I just learned about using buffer space to improve external merge sort, I don't quite understand the algorithm though, but here it is:
Say I want to sort this:
6 4 16 11 7 5 9 2 8 12 10 3 1 13 14 15 18 17 20 19 23 21 22
we have a block each with 3 capacity and the buffer has 3 blocks
so first we should put the numbers in blocks:
6 4 16 11 7 5 9 2 8
Given: Unordered file of records; B = # of available buffersPass 0: repeat Fill B buffers with blocks from file Sort the records in the buffers Output the sorted run of records until input file is exhausted // now use B-1 buffers for input and 1 for outputPasses 1-n While the number of sorted runs is > 1: While the input file still has unread runs: Repeat Bring in one block each from the next B-1 runs Merge those blocks into the output buffer (dumping as it fills) until the longest of those B-1 runs is exhausted end while end while
The trick with the merge sort (or really any sort algorithm) is that, if the amount of data you are trying to sort will not fit into memory on the machine you are using, you can break the work up into bite sized chunks, sort each chunk, then bring all the chunks together at the end. This works because you can merge two sorted lists together to come up with the consolidated list in sorted order with a minimal amount of effort.
The way merge sort works is to recursively split the list into two until there is only one element in each bucket. You then merge the buckets of 1 into buckets of 2 and the 2s into 4s as you unwind the recursion.
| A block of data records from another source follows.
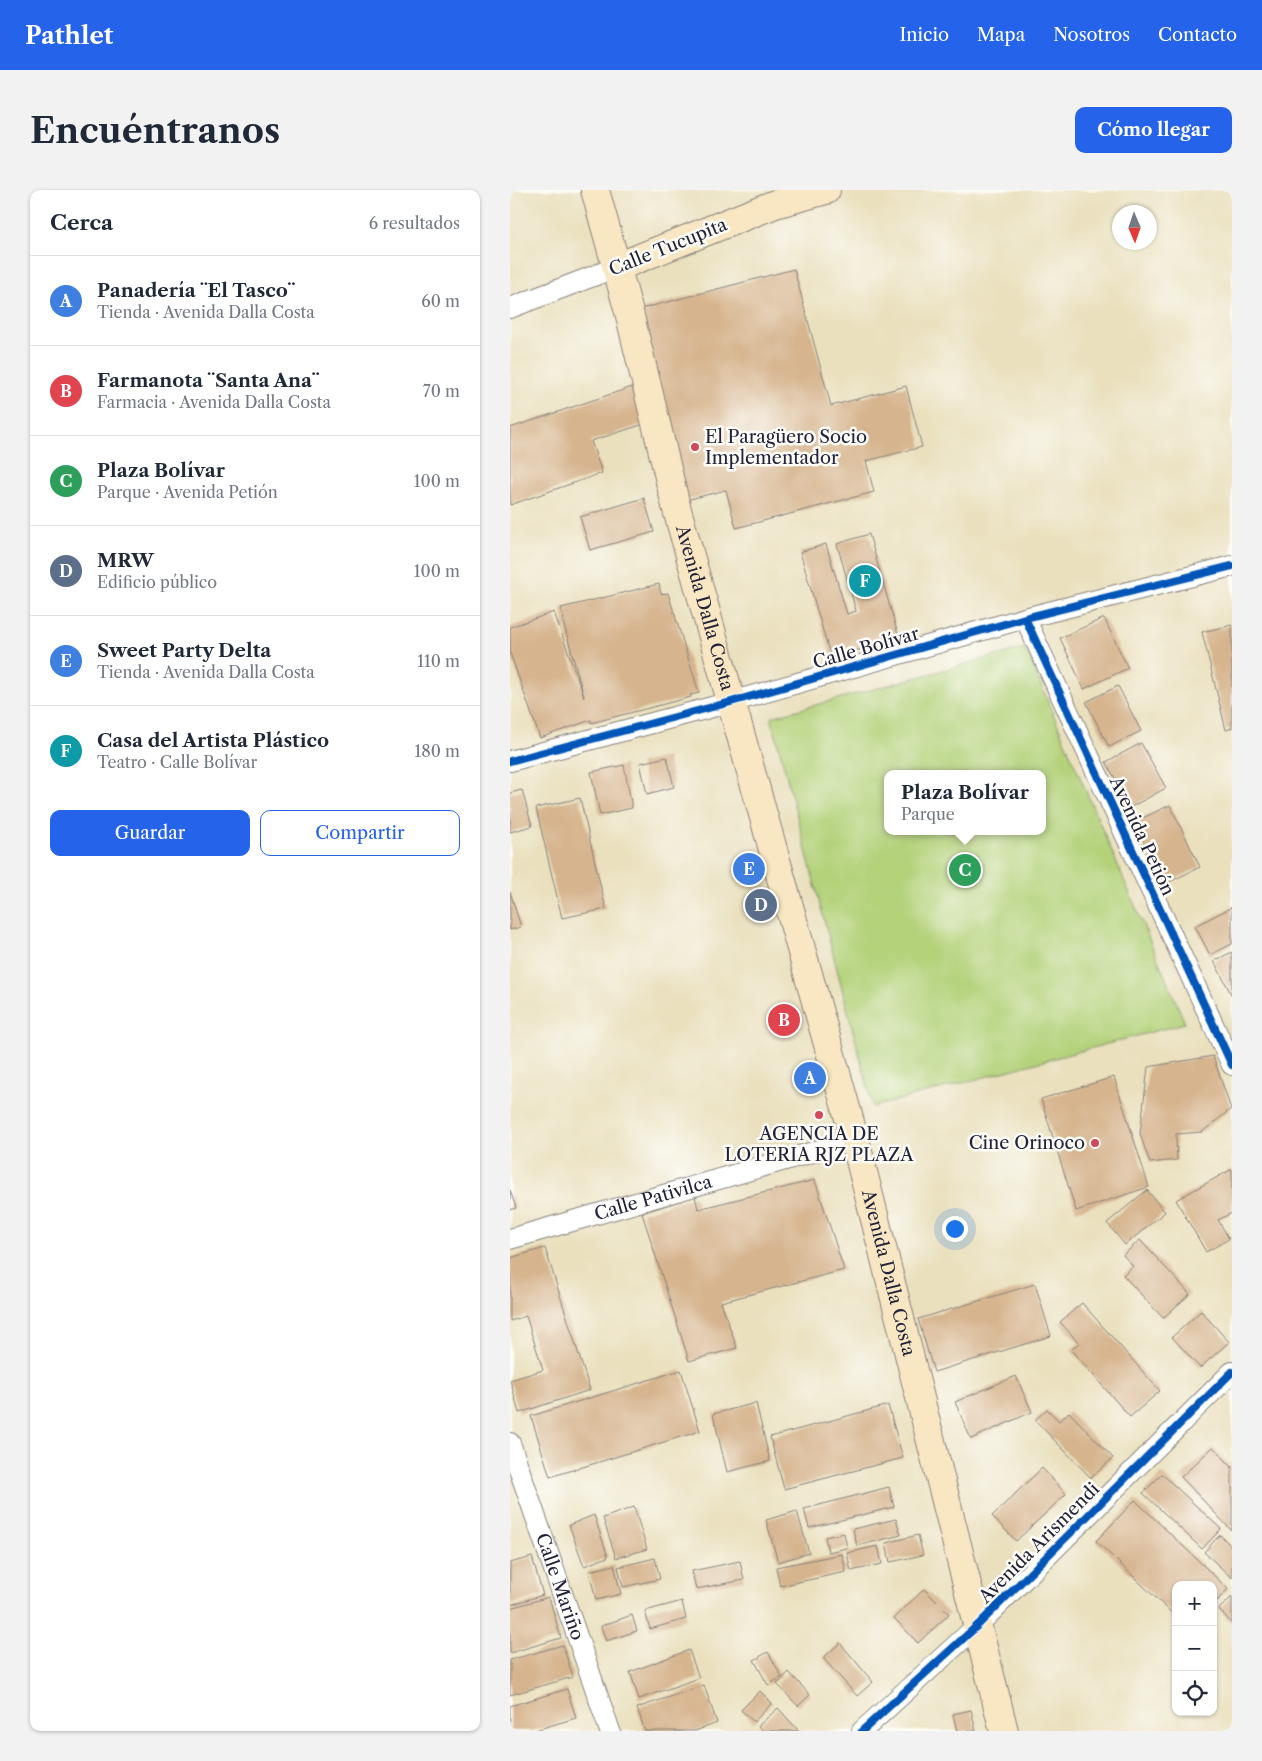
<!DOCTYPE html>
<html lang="es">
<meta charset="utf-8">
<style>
:root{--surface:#fff;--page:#f2f2f3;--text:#1f2937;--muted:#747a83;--line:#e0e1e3;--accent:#2563eb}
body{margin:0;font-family:"Libre Caslon Text",serif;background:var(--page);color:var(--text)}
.controls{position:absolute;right:15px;bottom:15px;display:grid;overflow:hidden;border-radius:10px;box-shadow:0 1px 4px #0004}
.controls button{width:45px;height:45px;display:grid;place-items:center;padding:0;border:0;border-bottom:1px solid var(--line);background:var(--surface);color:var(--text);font:25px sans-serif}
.compass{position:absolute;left:602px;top:15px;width:45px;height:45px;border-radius:50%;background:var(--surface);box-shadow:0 1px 4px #0004;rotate:178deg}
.you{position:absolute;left:444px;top:1038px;width:18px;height:18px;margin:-12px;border:4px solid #fff;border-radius:50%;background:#1a73e8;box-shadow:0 0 0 8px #1a73e833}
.badge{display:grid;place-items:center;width:32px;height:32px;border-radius:50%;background:var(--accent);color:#fff;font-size:16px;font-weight:700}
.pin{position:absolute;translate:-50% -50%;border:2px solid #fff;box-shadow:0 1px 5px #0006}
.popup{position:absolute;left:374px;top:580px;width:162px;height:65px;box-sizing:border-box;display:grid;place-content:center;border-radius:10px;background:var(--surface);filter:drop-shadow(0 1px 4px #0005);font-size:16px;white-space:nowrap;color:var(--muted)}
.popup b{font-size:19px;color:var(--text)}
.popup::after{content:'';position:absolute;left:50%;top:100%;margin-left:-10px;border:10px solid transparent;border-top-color:var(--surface)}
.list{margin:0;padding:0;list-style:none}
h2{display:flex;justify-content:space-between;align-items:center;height:65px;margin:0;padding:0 20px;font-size:21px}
h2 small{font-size:16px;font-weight:400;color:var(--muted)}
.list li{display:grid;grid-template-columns:32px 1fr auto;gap:15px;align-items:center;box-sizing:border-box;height:90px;padding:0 20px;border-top:1px solid var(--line)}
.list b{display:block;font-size:19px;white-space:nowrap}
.list p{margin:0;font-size:16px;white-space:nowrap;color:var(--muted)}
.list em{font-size:16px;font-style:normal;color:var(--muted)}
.actions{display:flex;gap:10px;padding:15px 20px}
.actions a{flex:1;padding:11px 0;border:1px solid var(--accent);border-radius:10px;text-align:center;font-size:18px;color:var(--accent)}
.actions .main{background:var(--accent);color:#fff}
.icon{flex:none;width:28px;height:28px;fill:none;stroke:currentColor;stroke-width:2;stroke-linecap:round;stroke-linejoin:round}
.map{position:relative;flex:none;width:722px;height:1541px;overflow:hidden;border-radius:10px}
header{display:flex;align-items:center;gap:30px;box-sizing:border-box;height:70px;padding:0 25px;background:var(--accent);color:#fff}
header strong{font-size:24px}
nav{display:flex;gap:28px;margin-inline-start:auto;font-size:18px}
.intro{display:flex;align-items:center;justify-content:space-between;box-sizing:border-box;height:120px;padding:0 30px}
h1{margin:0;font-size:35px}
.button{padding:12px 22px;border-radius:10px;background:var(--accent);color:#fff;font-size:18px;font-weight:700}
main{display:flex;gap:30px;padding:0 30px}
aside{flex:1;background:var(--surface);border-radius:10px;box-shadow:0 1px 4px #0004}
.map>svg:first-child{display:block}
.green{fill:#b4d27a;stroke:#6b7a5a;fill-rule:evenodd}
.building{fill:#d6b48d}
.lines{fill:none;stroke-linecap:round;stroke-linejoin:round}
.minor-casing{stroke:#86817c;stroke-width:22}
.secondary-casing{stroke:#86817c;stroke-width:30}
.minor{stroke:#fff;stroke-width:20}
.secondary{stroke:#f9e7c3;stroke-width:28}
.cycleway-casing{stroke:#fdfcf7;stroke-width:11}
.cycleway{stroke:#0057b8;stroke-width:8}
.poi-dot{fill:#d1495b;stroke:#fdfcf7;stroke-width:2}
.labels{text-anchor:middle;stroke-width:5;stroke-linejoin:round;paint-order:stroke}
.street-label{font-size:18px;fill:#22223b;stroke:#fdfcf7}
.poi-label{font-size:18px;fill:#22223b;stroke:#fdfcf7;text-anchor:start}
</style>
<header>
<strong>Pathlet</strong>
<nav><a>Inicio</a><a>Mapa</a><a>Nosotros</a><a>Contacto</a></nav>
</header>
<div class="intro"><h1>Encuéntranos</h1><a class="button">Cómo llegar</a></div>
<main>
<aside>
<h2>Cerca<small>6 resultados</small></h2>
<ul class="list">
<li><span class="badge" style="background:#3f7fe0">A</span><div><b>Panadería ¨El Tasco¨</b><p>Tienda · Avenida Dalla Costa</p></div><em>60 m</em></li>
<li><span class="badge" style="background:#e0444e">B</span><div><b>Farmanota ¨Santa Ana¨</b><p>Farmacia · Avenida Dalla Costa</p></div><em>70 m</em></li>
<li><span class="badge" style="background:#2e9e5b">C</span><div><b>Plaza Bolívar</b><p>Parque · Avenida Petión</p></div><em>100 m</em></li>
<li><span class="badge" style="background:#5c6f8a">D</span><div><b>MRW</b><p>Edificio público</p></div><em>100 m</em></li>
<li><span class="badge" style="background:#3f7fe0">E</span><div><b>Sweet Party Delta</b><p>Tienda · Avenida Dalla Costa</p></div><em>110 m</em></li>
<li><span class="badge" style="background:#0f9aa8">F</span><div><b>Casa del Artista Plástico</b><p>Teatro · Calle Bolívar</p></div><em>180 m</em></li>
</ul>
<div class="actions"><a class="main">Guardar</a><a>Compartir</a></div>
</aside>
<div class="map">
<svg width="722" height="1541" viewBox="0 0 722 1541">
<rect width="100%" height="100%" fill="#fdfcf7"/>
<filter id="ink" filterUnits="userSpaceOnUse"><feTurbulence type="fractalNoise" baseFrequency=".02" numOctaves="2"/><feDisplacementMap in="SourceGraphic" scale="10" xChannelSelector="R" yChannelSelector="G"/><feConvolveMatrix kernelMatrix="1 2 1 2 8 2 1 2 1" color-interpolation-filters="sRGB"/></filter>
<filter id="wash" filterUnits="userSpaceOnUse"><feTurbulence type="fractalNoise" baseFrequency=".0096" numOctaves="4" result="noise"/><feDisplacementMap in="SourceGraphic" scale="20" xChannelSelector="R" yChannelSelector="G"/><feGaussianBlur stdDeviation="1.12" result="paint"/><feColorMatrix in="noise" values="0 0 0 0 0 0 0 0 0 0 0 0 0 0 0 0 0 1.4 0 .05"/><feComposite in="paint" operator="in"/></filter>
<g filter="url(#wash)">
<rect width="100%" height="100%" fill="#eae0be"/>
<path class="green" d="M515 458 675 833 363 917 261 527ZM378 584H532V641H378Z"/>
<g id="blocks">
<path class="building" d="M284 79 321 216 396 196 412 257 356 271 364 302 226 338 216 300 172 311 123 121Z
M122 197 134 234 81 251 92 283 0 315V238Z
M134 308 144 342 80 360 70 327Z
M359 344 389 448 321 468 290 362 316 354 337 424 346 421 327 354Z
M149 394 151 404 158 403 189 503 180 505 181 507 81 533V530L30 548 0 463V437L44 422 74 507 53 431H54L51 418Z
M594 428 618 478 574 499 550 448Z
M722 435V538L716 540 692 442Z
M608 496 631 541 599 557 576 512Z
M631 553 656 598 621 617 596 572Z
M157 567 164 597 137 604 130 573Z
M114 575 122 618 90 625 81 582Z
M12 600 22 636 0 642V603Z
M70 608 96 719 52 728 26 618Z
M660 615 690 677 655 694 624 632Z
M0 702 11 737 0 740Z
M722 717V754L700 765 685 736Z
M722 762V806L704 771Z
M703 866 721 919 692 942 666 944 667 970 640 973 630 944 638 877Z
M604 887 639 997 566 1021 531 909Z
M722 979V1023L708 1030 719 1049 696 1062 666 1010Z
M305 990 334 1080 211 1112 227 1158 179 1171 132 1023 185 1006 188 1019Z
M0 1000 6 1018 0 1020Z
M637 1000 655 1022 615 1055 597 1033Z
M630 1050 680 1104 653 1128 613 1085 623 1076 613 1065Z
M35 1058 80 1200 9 1223 0 1190 33 1180 16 1126 0 1131V1068Z
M525 1094 541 1146 424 1182 408 1129Z
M572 1113 650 1201 620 1227 561 1160 569 1153 550 1132Z
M691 1121 719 1152 690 1178 662 1147Z
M171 1180 190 1241 40 1287 21 1226Z
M506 1186 522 1222 461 1249 445 1212Z
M246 1213 260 1271 217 1282 203 1224Z
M378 1215 393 1268 274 1299 260 1247Z
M537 1219 549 1231 559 1222 603 1268 581 1288 525 1230Z
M703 1257 722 1277V1341L671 1287Z
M532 1278 556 1304 506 1351 482 1326Z
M652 1284 711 1339 692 1359 633 1303Z
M379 1297 384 1317 299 1338 294 1319Z
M625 1310 718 1399 703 1415V1395H666V1427L586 1351Z
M124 1317 137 1359 106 1368 93 1328Z
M287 1321 299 1363 268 1372 256 1330Z
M84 1325 98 1367 74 1376 59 1335Z
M386 1329 391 1345 347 1356 343 1339Z
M334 1343 337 1358 318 1362 315 1347Z
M408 1345 413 1365 380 1372 376 1353Z
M710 1345 722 1357V1388L694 1362Z
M368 1356 372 1374 341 1381 337 1363Z
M332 1364 336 1382 270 1396 266 1377Z
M22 1367 33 1405 0 1415V1373Z
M145 1368 150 1389 113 1397 108 1377Z
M230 1371 234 1390 186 1399 182 1381Z
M104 1375 111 1404 86 1410 79 1381Z
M414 1399 439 1424 408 1453 384 1428Z
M39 1407 51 1448 0 1463V1418Z
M722 1407V1434L709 1419Z
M172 1411 176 1429 140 1439 135 1421Z
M122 1425 127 1441 96 1451 91 1436Z
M330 1453 363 1492 347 1506 313 1468Z
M53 1455 63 1487 0 1505V1470Z
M179 1460 189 1488 129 1509 120 1482Z
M258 1462 272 1487 258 1495 244 1470Z
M279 1482 300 1505 288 1516 267 1494Z
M194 1495 207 1533 185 1541H135L127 1518Z
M57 1499 66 1528 22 1541H0V1516Z
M250 1501 262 1513 244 1532 231 1520Z
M268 1518 289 1541H253L248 1536Z
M461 1520 466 1541H447L443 1524Z"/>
</g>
</g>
<g filter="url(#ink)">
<use href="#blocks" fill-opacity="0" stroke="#86817c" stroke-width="1"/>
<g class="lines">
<g class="minor-casing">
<g id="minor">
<path d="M0 118 107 77"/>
<path d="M515 428 722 875"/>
<path d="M0 571 221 512 515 428 722 376"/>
<path id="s1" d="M0 1049 345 950"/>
<path id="s2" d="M0 1253 100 1541"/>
<path d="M352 1541 468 1435 722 1182"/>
</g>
</g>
<g class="secondary-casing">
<g id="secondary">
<path id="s3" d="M85 0 119 122 166 316 345 950 494 1541"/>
<path d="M107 77 265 14 316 0"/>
</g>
</g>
<use href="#minor" class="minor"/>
<use href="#secondary" class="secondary"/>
<g class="cycleway-casing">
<path id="cycleway" d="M515 428 722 875
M0 571 221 512 515 428 722 376
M352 1541 468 1435 722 1182"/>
</g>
<use href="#cycleway" class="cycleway"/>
</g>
</g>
<g class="poi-dot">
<circle cx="185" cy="257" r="5"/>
<circle cx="309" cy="925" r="5"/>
<circle cx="585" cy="953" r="5"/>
</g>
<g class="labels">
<g class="street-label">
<text transform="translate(158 57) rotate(-22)" y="6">Calle Tucupita</text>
<text dy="6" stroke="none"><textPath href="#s3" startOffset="432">Avenida Dalla Costa</textPath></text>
<text transform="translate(356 458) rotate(-16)" y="6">Calle Bolívar</text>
<text transform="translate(632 646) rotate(65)" y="6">Avenida Petión</text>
<text dy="6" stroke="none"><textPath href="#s1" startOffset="149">Calle Pativilca</textPath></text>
<text dy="6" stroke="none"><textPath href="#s3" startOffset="1122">Avenida Dalla Costa</textPath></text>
<text transform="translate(529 1353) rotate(-45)" y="6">Avenida Arismendi</text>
<text dy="6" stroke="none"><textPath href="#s2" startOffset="152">Calle Mariño</textPath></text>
</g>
<g class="poi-label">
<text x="195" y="253">El Paragüero Socio<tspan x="195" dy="21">Implementador</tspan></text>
<text x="309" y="950" text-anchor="middle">AGENCIA DE<tspan x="309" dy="21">LOTERIA RJZ PLAZA</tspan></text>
<text x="575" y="959" text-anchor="end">Cine Orinoco</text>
</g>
</g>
</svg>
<div class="controls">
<button>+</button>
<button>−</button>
<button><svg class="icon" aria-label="locate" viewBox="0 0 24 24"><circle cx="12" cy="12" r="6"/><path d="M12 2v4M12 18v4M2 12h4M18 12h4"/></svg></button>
</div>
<svg class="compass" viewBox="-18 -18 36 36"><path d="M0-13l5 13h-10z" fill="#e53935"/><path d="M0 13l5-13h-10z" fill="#747a83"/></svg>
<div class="you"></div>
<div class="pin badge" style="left:300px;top:888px;background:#3f7fe0">A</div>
<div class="pin badge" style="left:274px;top:830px;background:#e0444e">B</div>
<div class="pin badge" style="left:455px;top:680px;background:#2e9e5b">C</div>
<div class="popup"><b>Plaza Bolívar</b>Parque</div>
<div class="pin badge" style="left:251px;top:715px;background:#5c6f8a">D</div>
<div class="pin badge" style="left:239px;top:679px;background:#3f7fe0">E</div>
<div class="pin badge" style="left:355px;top:391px;background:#0f9aa8">F</div>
</div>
</main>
If you are doing this externally because your data set is to large for RAM, you merge sort each segment of the the file (buffer), write them out into separate files, then merge the files together.
How large is your typical file that needs to be sorted and what kind of machine and O/S are you running on?
Probably the best single source of information on sorting is in Knuth's Algorithms, the volume entitled Sorting and Searching. Knuth does an excellent job of laying out the history of sorting algorithms over time as the hardware changed. He also explains how to calculate the performance of a given algorithm. BTW, the best sorting algorithms (including merge sort) complete in nLog(n) time.